Slowly but surely in Kansas

When Sally Cauble and Jana Shaver take their seats on the Kansas state board of education in January 2007, the balance of power on the board will shift to favor the supporters of the integrity of science education. But the return to a set of state science standards in which evolution is properly treated is not likely to be immediate. The Associated Press (November 21, 2006) reports [Link broken] that "board members and scientists who want to rewrite the standards also want to take at least several months to do it. They hope to reconvene a panel of educators whose evolution-friendly work fell by the wayside last year when the board's conservative majority decided to adopt language suggested by intelligent design supporters." Steve Case, co-chair of the panel, explained, "I don't want the board to do anything in haste in a reactionary sort of way.

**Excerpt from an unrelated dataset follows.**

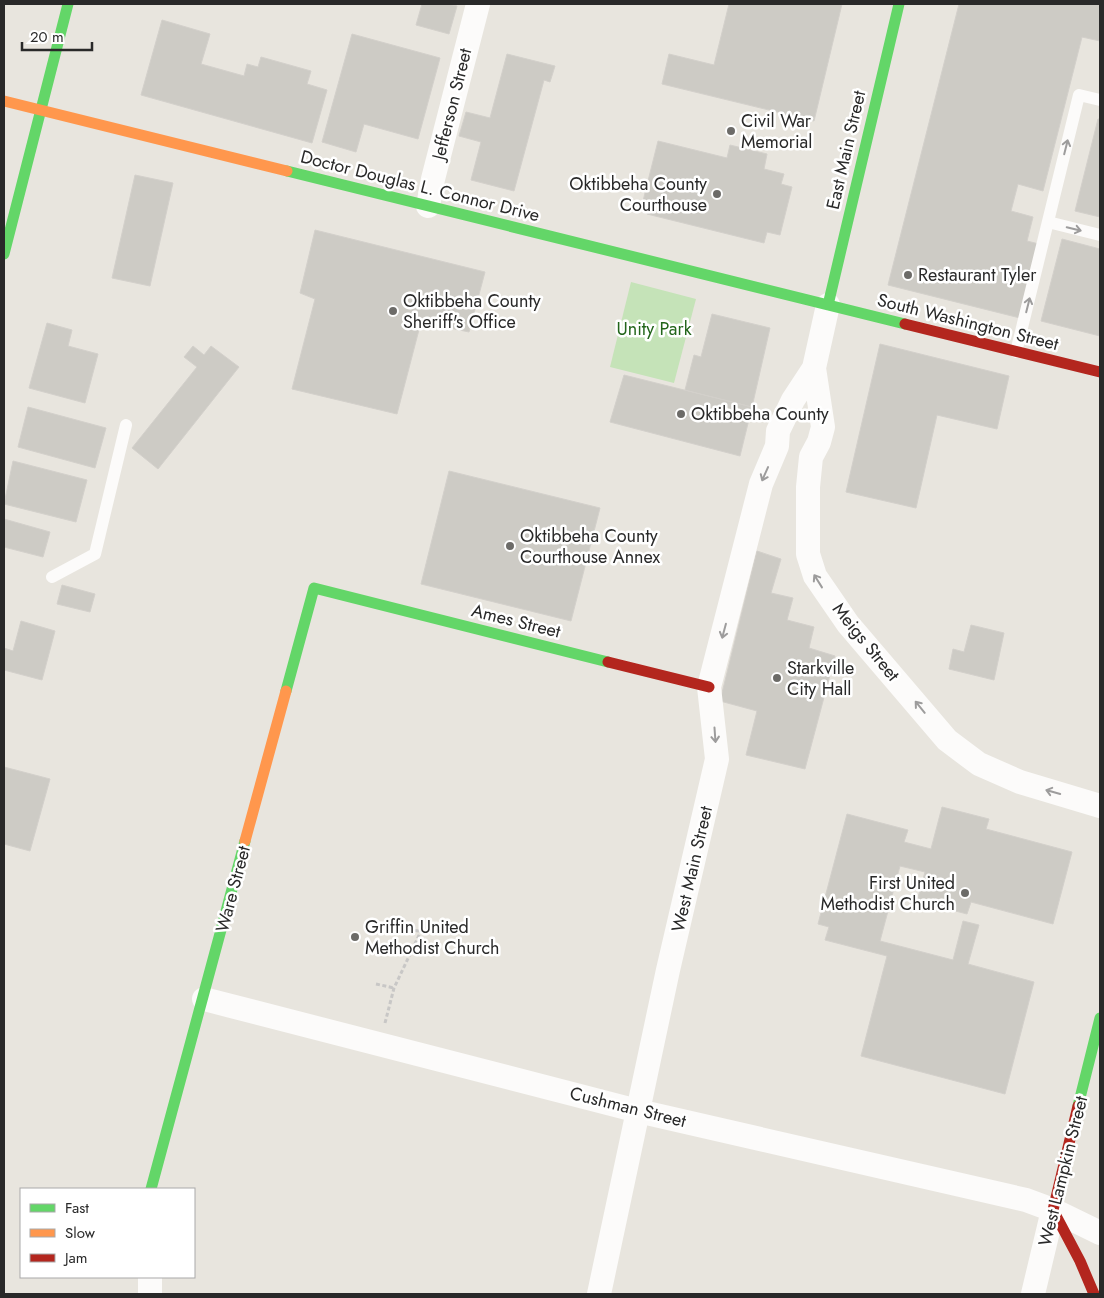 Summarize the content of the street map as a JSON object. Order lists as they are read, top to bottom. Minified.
{"streets":{"street":["Jefferson Street","East Main Street","Doctor Douglas L. Connor Drive","South Washington Street","Ames Street","Meigs Street","West Main Street","Ware Street","Cushman Street","West Lampkin Street"]},"crossings":[["Jefferson Street","Doctor Douglas L. Connor Drive"],["East Main Street","Doctor Douglas L. Connor Drive"],["East Main Street","South Washington Street"],["East Main Street","West Main Street"],["Doctor Douglas L. Connor Drive","South Washington Street"],["Doctor Douglas L. Connor Drive","West Main Street"],["South Washington Street","West Main Street"],["Ames Street","West Main Street"],["Ames Street","Ware Street"],["Meigs Street","West Main Street"],["West Main Street","Cushman Street"],["Ware Street","Cushman Street"],["Cushman Street","West Lampkin Street"]],"one_way":["Meigs Street","West Main Street"],"parks":["Unity Park"],"places":["Civil War Memorial","Oktibbeha County Courthouse","Restaurant Tyler","Oktibbeha County Sheriff's Office","Oktibbeha County","Oktibbeha County Courthouse Annex","Starkville City Hall","First United Methodist Church","Griffin United Methodist Church"],"legend":["Fast","Slow","Jam"],"scale_bar":"20 m"}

They need to do it right."

 

In November 2005, the board voted 6-4 to adopt a set of state science standards in which the scientific standing of evolution was systematically impugned. Those standards, however, were not immediately implemented in statewide tests or in classrooms. At least one local school district -- USD 383, serving Manhattan and Ogden -- explicitly rejected the antievolution version of the standards, and it is likely that a number of local school districts decided not to address the antievolution version of the standards until it was clear whether the antievolution faction would continue to have a majority on the state board of education. Now that the election is over, NCSE's executive director Eugenie C. Scott told the Associated Press, "The sooner the teachers in Kansas get a clear directive of what is expected of them, the better it will be for science education."